**EXERCISE DIRECTIONS**
Skip every picture while you write out the records below, from the first line through the one that contains "width:25px; border:1px solid", both ends kept.

**DATA TO EXAMINE**
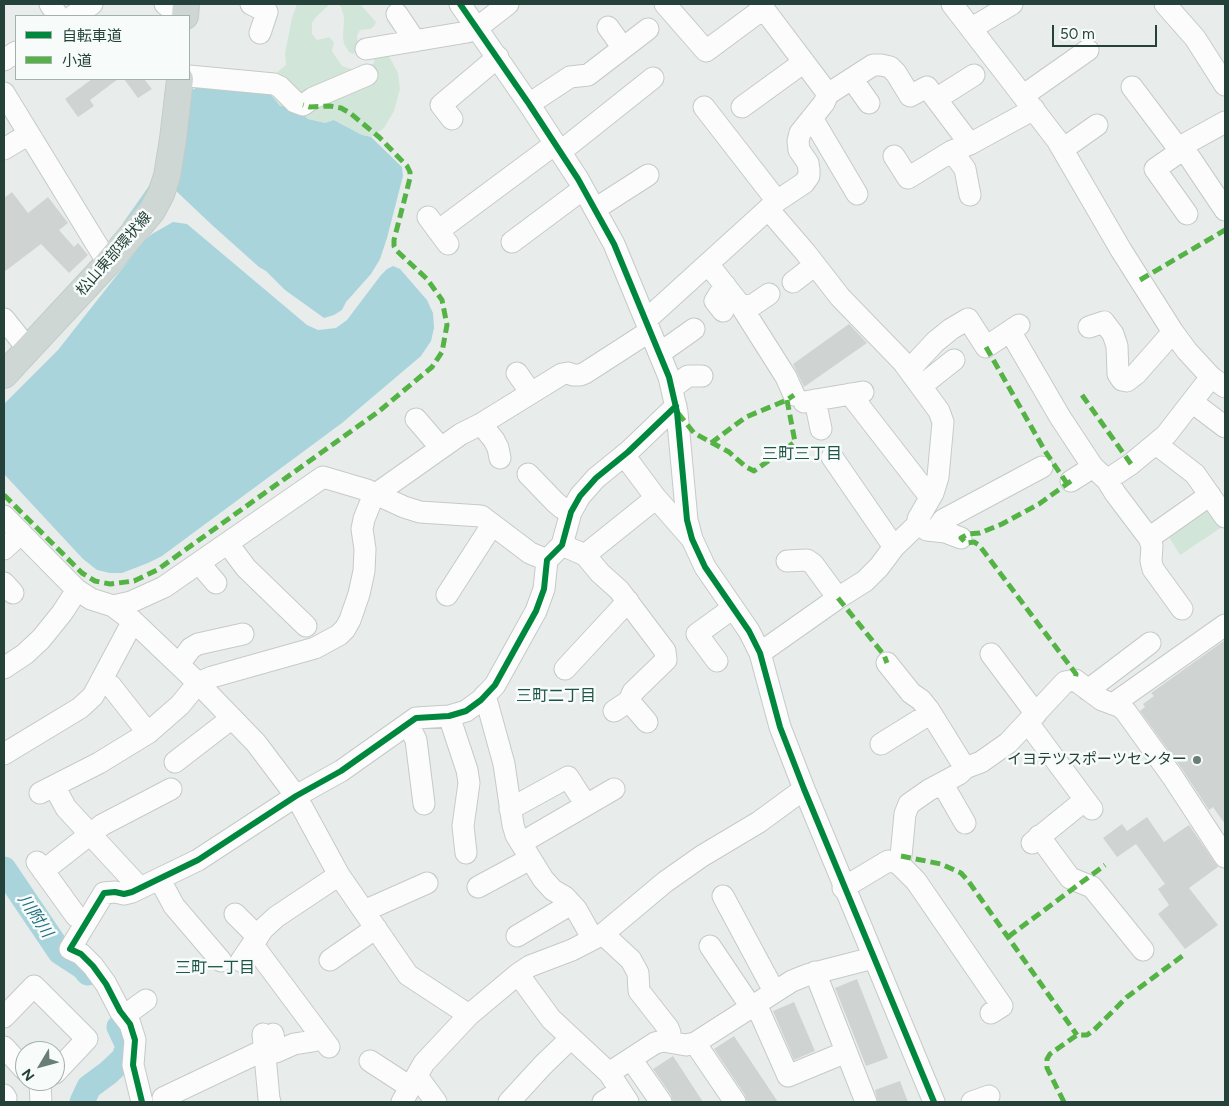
<!DOCTYPE html>
<html>
<head>
<meta charset="utf-8">
<style>
  body { margin:0 }
  #map { position:relative; width:1229px; height:1106px; overflow:hidden; background:#e8edeb; font-family:Figtree,"Noto Sans JP",sans-serif }
  canvas { display:block }
  .frame { position:absolute; inset:0; border:5px solid #24423a; pointer-events:none }
  .legend { position:absolute; left:15px; top:15px; width:175px; height:65px; box-sizing:border-box; background:#f7fbf9; border:1px solid #a3b1ad; margin:0; padding:6px 9px; list-style:none; font-size:15px; color:#24423a }
  .legend li { display:flex; align-items:center; gap:10px; height:25px }
  .legend b { width:25px; border:1px solid #a3b1ad }
  .north { position:absolute; left:15px; top:1041px; width:50px; height:50px; box-sizing:border-box; background:#f7fbf9; border:1px solid #a3b1ad; border-radius:50%; rotate:233deg; font-size:14px; font-weight:700; line-height:20px; text-align:center; color:#24423a }
  .north::after { content:''; display:block; margin:auto; width:18px; height:22px; background:#697e78; clip-path:polygon(50% 0,100% 100%,50% 72%,0 100%) }
  .scale { position:absolute; left:1052px; top:25px; width:105px; height:22px; box-sizing:border-box; border:2px solid #24423a; border-top:0; padding-left:6px; font-size:15px; line-height:18px; white-space:nowrap; color:#24423a; -webkit-text-stroke:4px #f7fbf9; paint-order:stroke }
</style>
</head>
<body>
<div id="map">
<canvas width="1229" height="1106"></canvas>
<div class="frame"></div>
<ul class="legend">
<li><b style="height:6px;background:#00873e"></b>自転車道</li>
<li><b style="height:6px;background:#55b346"></b>小道</li>
</ul>
<div class="north">N</div>
<div class="scale">50 m</div>
</div>
<script>
const ctx = document.querySelector('canvas').getContext('2d');
ctx.lineJoin = 'round';
function paint(path, color) {
  ctx.fillStyle = color;
  ctx.fill(path, 'evenodd');
}
function shape(rows) {
  const path = new Path2D();
  for (const r of rows) {
    path.moveTo(r[0], r[1]);
    for (let i = 2; i < r.length; i += 2) path.lineTo(r[i], r[i + 1]);
  }
  return path;
}
function strokePath(path, color, width, dash) {
  ctx.strokeStyle = color;
  ctx.lineWidth = width;
  ctx.lineCap = dash ? 'butt' : 'round';
  ctx.setLineDash(dash || []);
  ctx.stroke(path);
}
function label(font, color, halo, rows, align = 'center') {
  ctx.font = font + ' Figtree,"Noto Sans JP",sans-serif';
  ctx.lineWidth = 5;
  ctx.setLineDash([]);
  ctx.textBaseline = 'middle';
  ctx.strokeStyle = halo;
  ctx.fillStyle = color;
  for (const [text, x, y, turn = 0] of rows) {
    ctx.save();
    ctx.translate(x, y);
    ctx.rotate((+turn || 0) * Math.PI / 180);
    ctx.textAlign = isNaN(turn) ? turn : align;
    if (halo) ctx.strokeText(text, 0, 0);
    ctx.fillText(text, 0, 0);
    ctx.restore();
  }
}
paint(shape([
  [297,4,360,4,376,22,374,26,370,29,360,30,357,36,358,45,357,51,353,54,349,52,344,44,343,37,344,17,341,7,338,4,330,4,315,18,312,23,312,34,317,40,329,37,334,42,332,51,342,66,351,69,363,70,373,64,377,52,386,51,398,73,400,89,394,111,384,128,371,137,362,135,335,120,325,123,308,119,295,107,280,106,265,87,270,78,286,65,285,53,292,18],
  [1206,503,1222,527,1180,555,1166,532]
]), '#d1e6d8');
paint(shape([
  [204,83,265,87,280,106,295,107,308,119,325,123,334,120,362,135,371,137,402,167,403,176,387,238,380,259,371,274,346,302,342,310,334,315,324,318,285,290,266,271,259,267,212,225,174,189,189,92],
  [173,222,187,224,307,325,318,330,336,328,347,320,381,275,387,269,393,266,400,269,427,300,433,313,434,328,431,341,421,356,342,423,162,556,148,563,122,573,110,573,97,570,83,559,4,474,4,404,58,350,143,242,152,234]
]), '#a9d4db');
strokePath(shape([
  [125,224,151,187]
]), '#a9d4db', 4.5);
strokePath(shape([
  [4,869,60,952,83,967,88,973],
  [82,1102,89,1087,108,1073,124,1058,128,1046,119,1027]
]), '#a9d4db', 25);
paint(shape([
  [92,79,118,79,90,100,94,106,78,117,65,99],
  [124,79,144,79,152,89,138,98],
  [12,192,28,213,48,197,68,223,59,230,74,247,78,243,88,255,69,273,41,244,4,272,4,198],
  [849,324,867,343,804,387,793,364],
  [1225,640,1225,824,1213,807,1209,810,1182,769,1140,711,1145,707,1143,704,1154,696,1151,693],
  [1147,817,1164,842,1189,825,1218,867,1189,888,1218,925,1185,949,1158,914,1169,905,1158,889,1165,884,1136,844,1117,857,1103,838,1122,824,1127,831],
  [857,979,888,1058,866,1066,835,988],
  [794,1002,815,1051,794,1060,773,1011],
  [734,1036,778,1102,747,1102,745,1095,714,1049],
  [673,1056,703,1102,673,1102,671,1095,653,1069],
  [900,1081,908,1102,878,1102,875,1090]
]), '#cfd4d2');
const minor = shape([
  [50,4,58,16],
  [165,4,174,11,185,15],
  [251,4,267,12,260,33],
  [460,4,529,104,578,179,614,244,669,377,677,412,687,520,692,539,705,567,749,631,760,653,780,727,804,789,934,1102],
  [665,4,706,51,764,8],
  [760,4,828,94],
  [952,4,1057,140,1121,250,1173,332,1187,351,1211,377,1225,387],
  [1165,4,1195,38,1225,85],
  [397,14,415,41],
  [73,16,92,4],
  [608,27,623,48],
  [972,28,1012,4],
  [366,49,467,32,477,28,508,4],
  [4,60,16,52],
  [189,76,274,84,280,87,295,102,303,105,313,98,367,75],
  [852,79,869,103],
  [1132,87,1178,148,1178,153,1155,169,1187,214],
  [4,93,108,263],
  [1024,95,1088,50],
  [936,99,974,75],
  [529,104,570,77,588,75,648,29],
  [704,107,777,201],
  [742,107,804,62],
  [812,118,857,194],
  [452,119,441,105,498,57],
  [1182,146,1225,210],
  [1178,148,1225,122],
  [4,149,29,134],
  [1063,149,1097,125],
  [952,151,965,169,970,195],
  [560,152,653,78],
  [894,156,908,178,952,151,970,144],
  [595,209,648,175],
  [768,209,805,252,840,297,903,362,939,411,943,422,938,477,933,493,918,519,918,524,927,530,945,532,961,538],
  [428,217,448,244],
  [438,231,555,144],
  [512,242,583,189],
  [708,264,741,306,786,377,794,395],
  [793,282,815,265],
  [741,306,753,305,769,294],
  [723,311,715,301,725,285],
  [4,319,28,349],
  [646,320,777,201,804,183,809,176,809,170,808,163,799,150,798,141,800,133,824,103,828,94,873,65,881,65,890,67,896,73,910,96,927,87,970,144,1034,109],
  [1089,327,1104,322,1113,334,1117,346,1118,374,1122,380,1127,381,1136,374,1173,332],
  [1010,331,1060,417,1093,467,1107,480,1115,493,1149,538,1152,546,1151,561,1153,569,1182,609],
  [660,353,694,329],
  [909,370,935,342,951,329,968,319,986,347,1019,325],
  [517,373,531,393],
  [921,386,954,360],
  [672,388,688,376,702,376],
  [850,394,930,497],
  [815,400,821,429],
  [804,402,863,392],
  [1192,402,1225,427],
  [416,419,441,448],
  [481,424,494,440,498,448,500,458],
  [1156,444,1195,474,1225,517],
  [624,455,656,498,691,538],
  [832,457,894,547],
  [528,474,555,502,562,508,571,512],
  [1107,480,1131,464,1166,435,1211,377],
  [1071,481,1093,467],
  [4,516,77,590,91,599,113,606,133,621,198,683,256,743,296,796,339,875,408,975,469,1015],
  [936,530,943,520,1042,467],
  [1149,538,1210,495],
  [228,544,246,568,306,626],
  [562,545,585,555,600,573,619,590,665,651,666,660,633,692,629,701,614,711],
  [4,549,21,533],
  [585,555,656,498],
  [787,561,807,560,813,564,838,598],
  [199,563,216,583],
  [4,583,13,593],
  [447,595,492,525],
  [113,606,131,602,164,587,323,477,367,490,404,507,420,512,481,516,530,553,547,560],
  [760,653,838,598,865,581,879,567,894,547,918,524],
  [991,654,1036,714],
  [717,661,697,634,733,608],
  [887,663,911,693,921,700,929,710,965,768],
  [179,664,191,648,198,644,243,634],
  [4,668,25,654,41,639,62,613,77,590],
  [565,669,628,601],
  [102,681,111,686,148,733],
  [1088,690,1150,643],
  [485,695,504,764,513,825,516,835,543,879,553,890,565,897,576,909,593,939],
  [629,701,647,722],
  [1113,704,1225,625],
  [449,716,467,770,469,783,463,826,466,853],
  [1028,723,1092,809],
  [408,724,416,740,424,804],
  [881,744,931,713],
  [4,754,80,708,93,696,133,621],
  [175,762,232,718],
  [942,783,965,823],
  [54,786,66,808,140,888],
  [40,793,99,763,148,733,180,705,198,683,212,677,315,648,339,635,345,629,350,620,359,594,364,571,365,549,362,529,364,519,372,499,376,494,461,434,481,424,562,374,568,373,573,375,580,375,585,373,650,331],
  [510,809,568,777,586,805],
  [1039,836,1070,878,1092,887,1143,950],
  [521,843,614,789],
  [1032,843,1085,800],
  [37,862,76,916],
  [898,863,901,856,905,814,909,804,929,790,959,774,965,768,981,762,1008,743,1065,682,1075,680,1102,700,1121,707,1126,712,1172,776,1225,857],
  [43,871,102,825,171,789],
  [160,880,174,906,221,961],
  [478,887,530,859],
  [843,888,888,861,898,863,916,881,1002,1006,991,1013],
  [723,896,774,991],
  [364,911,427,883],
  [235,914,258,937],
  [603,934,631,960,638,973,639,991,668,1028,670,1033,669,1041],
  [517,936,571,904],
  [253,945,329,1047],
  [710,946,751,1007],
  [330,960,376,928],
  [241,961,263,929,276,917,339,875],
  [815,972,866,1102],
  [518,974,530,966,572,950,603,934,665,882,702,856,759,822,804,789],
  [756,1004,788,1076,846,1052],
  [124,1016,146,1000],
  [4,1017,34,986,87,1039,55,1073],
  [263,1034,269,1099,270,1102],
  [273,1034,276,1052,294,1044,313,1041,320,1036],
  [695,1043,735,1102],
  [4,1047,25,1070],
  [631,1059,661,1102],
  [370,1061,410,1087],
  [609,1073,655,1043,663,1041,686,1045,695,1043,792,981,807,975,873,958],
  [417,1076,436,1102],
  [40,1083,41,1102],
  [4,1095,6,1098],
  [163,1098,264,1050],
  [142,1102,133,1065,135,1040,130,1024,120,1011,106,984,93,966,81,954,70,949,104,893,115,892,124,894,132,892,198,860,296,796,341,771,416,718,449,716,466,711,481,700,495,685,536,611,544,589,547,560,562,545,571,512,580,496,596,478,628,452,676,406],
  [402,1102,424,1063,469,1015,518,974,551,1019,609,1073,628,1102],
  [509,1102,543,1065,571,1038],
  [603,1102,620,1091],
  [972,1102,989,1096]
]);
const major = shape([
  [185,16,186,4],
  [4,375,108,263,152,211,161,194,167,176,173,139,180,79]
]);
strokePath(minor, '#c5cac8', 23);
strokePath(major, '#c3ccc9', 28);
strokePath(minor, '#fcfcfc', 21);
strokePath(major, '#cfd7d5', 26);
strokePath(shape([
  [1140,280,1225,230],
  [986,347,1045,451,1068,485],
  [1082,395,1131,464],
  [678,413,694,433,729,452,746,467,754,471,795,442,787,400],
  [711,443,746,417,787,400,794,395],
  [1071,481,1039,504,1002,524,980,533,968,534,961,538,966,543,974,542,979,545,1076,674,1075,680],
  [4,495,82,573,95,581,110,584,134,581,157,570,378,412,432,367,442,352,447,325,442,300,427,279,397,251,394,246,394,240,410,178,410,172,407,166,379,137,350,113,341,108,330,106,310,107,303,105],
  [838,598,884,655,887,663],
  [901,856,941,864,961,873,969,882,1077,1035],
  [1008,937,1105,865],
  [1064,1102,1047,1068,1047,1059,1050,1054,1077,1035,1087,1035,1094,1030,1127,997,1185,954]
]), '#55b346', 5, [10, 5]);
strokePath(shape([
  [460,4,529,104,578,179,614,244,669,377,677,412,687,520,692,539,705,567,749,631,760,653,780,727,804,789,934,1102],
  [142,1102,133,1065,135,1040,130,1024,120,1011,106,984,93,966,81,954,70,949,104,893,115,892,124,894,132,892,198,860,296,796,341,771,416,718,449,716,466,711,481,700,495,685,536,611,544,589,547,560,562,545,571,512,580,496,596,478,628,452,676,406]
]), '#00873e', 6);
for (const [x, y, r, color] of [
  [1197,760,5,"#697e78"]
]) {
  const dot = new Path2D();
  dot.arc(x, y, r, 0, 2 * Math.PI);
  ctx.fillStyle = color;
  ctx.fill(dot);
  strokePath(dot, '#f7fbf9', 2);
}
label('15px', '#24423a', '#f7fbf9', [
  ["松山東部環状線",114,254,-49]
]);
label('15px', '#24423a', '#f7fbf9', [
  ["イヨテツスポーツセンター",1187,760]
], 'right');
label('16px', '#1f5548', '#f7fbf9', [
  ["三町三丁目",802,454],
  ["三町二丁目",556,696],
  ["三町一丁目",215,968]
]);
label('italic 16px', '#1c6f80', '#f7fbf9', [
  ["川附川",35,916,56]
]);
</script>
</body>
</html>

**EXPECTED ANSWER**
<!DOCTYPE html>
<html>
<head>
<meta charset="utf-8">
<style>
  body { margin:0 }
  #map { position:relative; width:1229px; height:1106px; overflow:hidden; background:#e8edeb; font-family:Figtree,"Noto Sans JP",sans-serif }
  canvas { display:block }
  .frame { position:absolute; inset:0; border:5px solid #24423a; pointer-events:none }
  .legend { position:absolute; left:15px; top:15px; width:175px; height:65px; box-sizing:border-box; background:#f7fbf9; border:1px solid #a3b1ad; margin:0; padding:6px 9px; list-style:none; font-size:15px; color:#24423a }
  .legend li { display:flex; align-items:center; gap:10px; height:25px }
  .legend b { width:25px; border:1px solid #a3b1ad }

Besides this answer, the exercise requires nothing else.